GIVEN ENTRIES =

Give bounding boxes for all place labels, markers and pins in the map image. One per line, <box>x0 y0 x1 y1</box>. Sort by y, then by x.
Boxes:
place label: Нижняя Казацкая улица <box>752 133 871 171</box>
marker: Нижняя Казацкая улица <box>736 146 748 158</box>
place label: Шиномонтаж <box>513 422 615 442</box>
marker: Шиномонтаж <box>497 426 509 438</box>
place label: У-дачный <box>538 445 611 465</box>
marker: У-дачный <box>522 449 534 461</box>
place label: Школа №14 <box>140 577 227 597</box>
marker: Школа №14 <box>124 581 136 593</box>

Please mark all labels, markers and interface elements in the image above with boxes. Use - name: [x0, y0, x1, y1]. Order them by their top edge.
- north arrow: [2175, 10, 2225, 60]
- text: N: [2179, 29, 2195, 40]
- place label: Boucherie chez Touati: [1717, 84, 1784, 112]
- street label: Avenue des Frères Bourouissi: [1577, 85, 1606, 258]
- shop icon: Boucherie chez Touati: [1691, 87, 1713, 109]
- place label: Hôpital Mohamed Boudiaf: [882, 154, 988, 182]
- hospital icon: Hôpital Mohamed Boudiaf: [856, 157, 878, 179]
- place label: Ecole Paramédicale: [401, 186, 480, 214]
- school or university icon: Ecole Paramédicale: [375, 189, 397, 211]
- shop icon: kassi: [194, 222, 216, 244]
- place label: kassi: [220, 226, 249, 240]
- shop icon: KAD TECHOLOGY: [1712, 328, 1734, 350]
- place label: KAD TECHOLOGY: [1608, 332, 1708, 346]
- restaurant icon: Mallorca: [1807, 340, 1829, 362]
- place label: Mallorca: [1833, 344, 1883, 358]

WHAT NEEDS TO BE DONE = Above are the records; restate each one exactly.

ANSWER TO THE EXERCISE =
Give bounding boxes for all place labels, markers and pins in the map image. One per line, <box>x0 y0 x1 y1</box>. Sort by y, then by x.
Boxes:
place label: Нижняя Казацкая улица <box>752 133 871 171</box>
marker: Нижняя Казацкая улица <box>736 146 748 158</box>
place label: Шиномонтаж <box>513 422 615 442</box>
marker: Шиномонтаж <box>497 426 509 438</box>
place label: У-дачный <box>538 445 611 465</box>
marker: У-дачный <box>522 449 534 461</box>
place label: Школа №14 <box>140 577 227 597</box>
marker: Школа №14 <box>124 581 136 593</box>

Please mark all labels, markers and interface elements in the image above with boxes. Use - name: [x0, y0, x1, y1]. Order them by their top edge.
- north arrow: [2175, 10, 2225, 60]
- text: N: [2179, 29, 2195, 40]
- place label: Boucherie chez Touati: [1717, 84, 1784, 112]
- street label: Avenue des Frères Bourouissi: [1577, 85, 1606, 258]
- shop icon: Boucherie chez Touati: [1691, 87, 1713, 109]
- place label: Hôpital Mohamed Boudiaf: [882, 154, 988, 182]
- hospital icon: Hôpital Mohamed Boudiaf: [856, 157, 878, 179]
- place label: Ecole Paramédicale: [401, 186, 480, 214]
- school or university icon: Ecole Paramédicale: [375, 189, 397, 211]
- shop icon: kassi: [194, 222, 216, 244]
- place label: kassi: [220, 226, 249, 240]
- shop icon: KAD TECHOLOGY: [1712, 328, 1734, 350]
- place label: KAD TECHOLOGY: [1608, 332, 1708, 346]
- restaurant icon: Mallorca: [1807, 340, 1829, 362]
- place label: Mallorca: [1833, 344, 1883, 358]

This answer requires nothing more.